_Problem requirements_.
Without the images, reproduce each line of the material exactly.

(Available data)

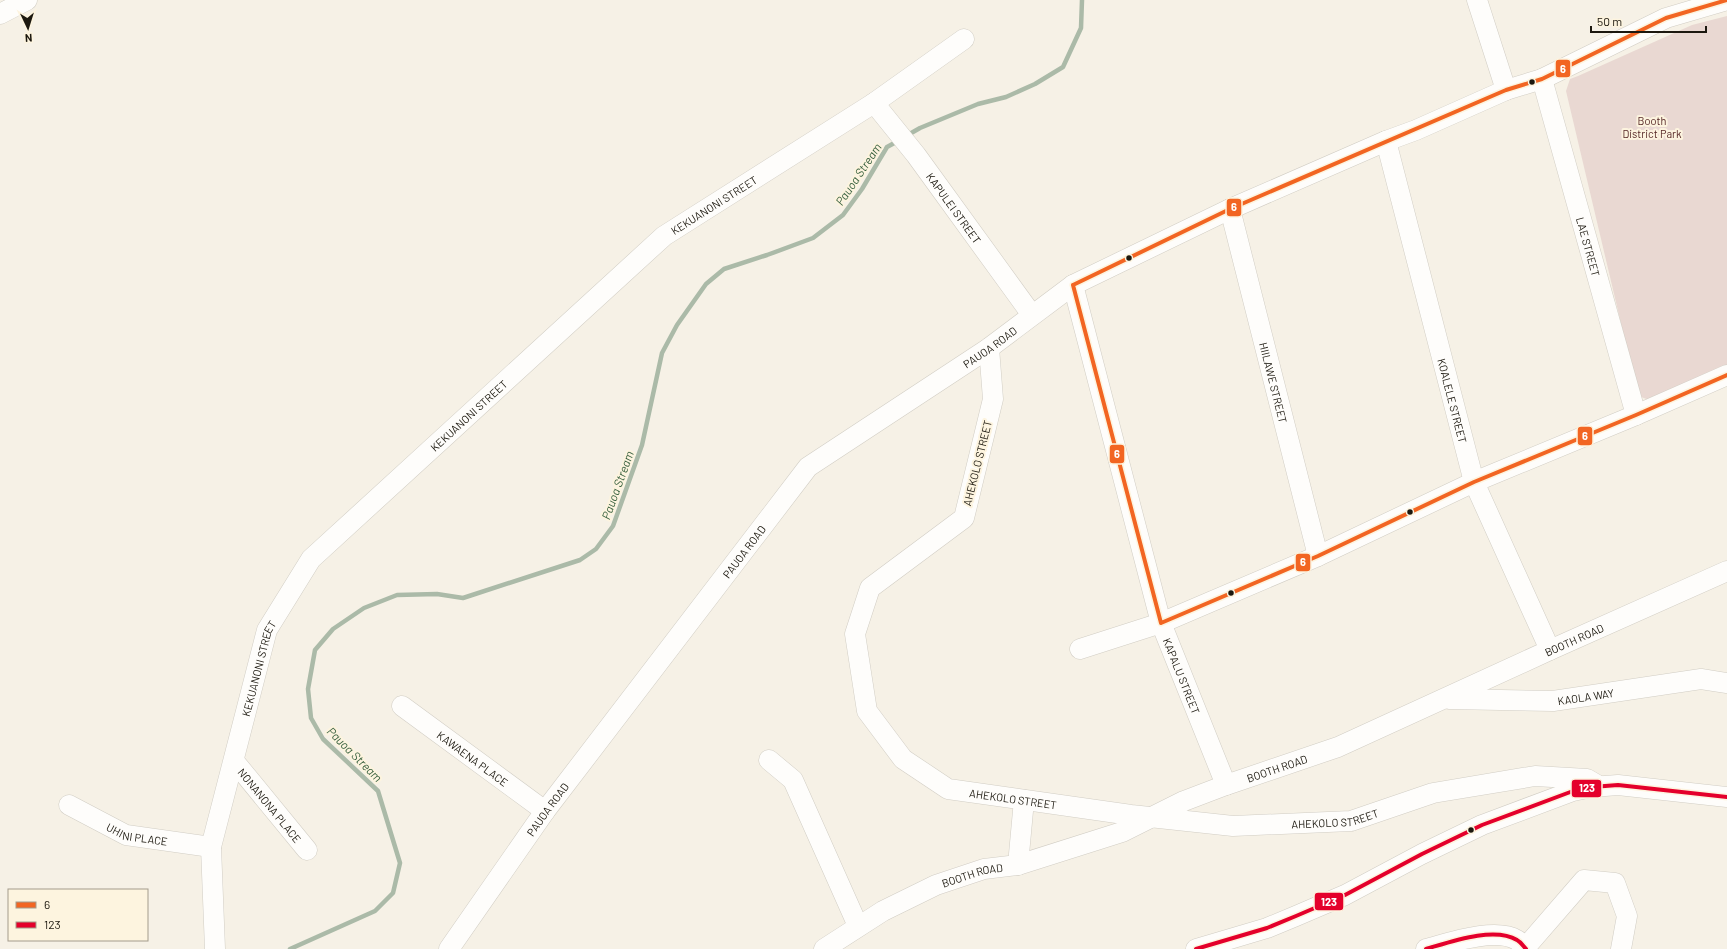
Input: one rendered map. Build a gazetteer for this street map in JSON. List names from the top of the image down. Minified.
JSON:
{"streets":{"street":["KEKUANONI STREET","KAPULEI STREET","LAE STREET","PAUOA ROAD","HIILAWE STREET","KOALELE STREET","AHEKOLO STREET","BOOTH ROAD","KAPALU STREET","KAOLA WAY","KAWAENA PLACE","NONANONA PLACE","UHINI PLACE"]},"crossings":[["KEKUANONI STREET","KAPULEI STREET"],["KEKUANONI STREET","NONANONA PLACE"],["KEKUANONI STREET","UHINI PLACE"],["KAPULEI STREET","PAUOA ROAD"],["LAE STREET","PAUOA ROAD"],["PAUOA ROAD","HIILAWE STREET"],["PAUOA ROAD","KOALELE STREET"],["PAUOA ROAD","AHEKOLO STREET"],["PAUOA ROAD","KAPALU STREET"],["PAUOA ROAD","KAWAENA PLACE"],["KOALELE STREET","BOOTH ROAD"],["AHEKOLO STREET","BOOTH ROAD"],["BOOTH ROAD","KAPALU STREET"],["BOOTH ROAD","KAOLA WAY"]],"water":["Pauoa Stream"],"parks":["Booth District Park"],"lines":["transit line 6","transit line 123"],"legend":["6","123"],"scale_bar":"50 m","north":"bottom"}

(End Available data)

_Solution below_.
Input: one rendered map. Build a gazetteer for this street map in JSON. List names from the top of the image down. Minified.
JSON:
{"streets":{"street":["KEKUANONI STREET","KAPULEI STREET","LAE STREET","PAUOA ROAD","HIILAWE STREET","KOALELE STREET","AHEKOLO STREET","BOOTH ROAD","KAPALU STREET","KAOLA WAY","KAWAENA PLACE","NONANONA PLACE","UHINI PLACE"]},"crossings":[["KEKUANONI STREET","KAPULEI STREET"],["KEKUANONI STREET","NONANONA PLACE"],["KEKUANONI STREET","UHINI PLACE"],["KAPULEI STREET","PAUOA ROAD"],["LAE STREET","PAUOA ROAD"],["PAUOA ROAD","HIILAWE STREET"],["PAUOA ROAD","KOALELE STREET"],["PAUOA ROAD","AHEKOLO STREET"],["PAUOA ROAD","KAPALU STREET"],["PAUOA ROAD","KAWAENA PLACE"],["KOALELE STREET","BOOTH ROAD"],["AHEKOLO STREET","BOOTH ROAD"],["BOOTH ROAD","KAPALU STREET"],["BOOTH ROAD","KAOLA WAY"]],"water":["Pauoa Stream"],"parks":["Booth District Park"],"lines":["transit line 6","transit line 123"],"legend":["6","123"],"scale_bar":"50 m","north":"bottom"}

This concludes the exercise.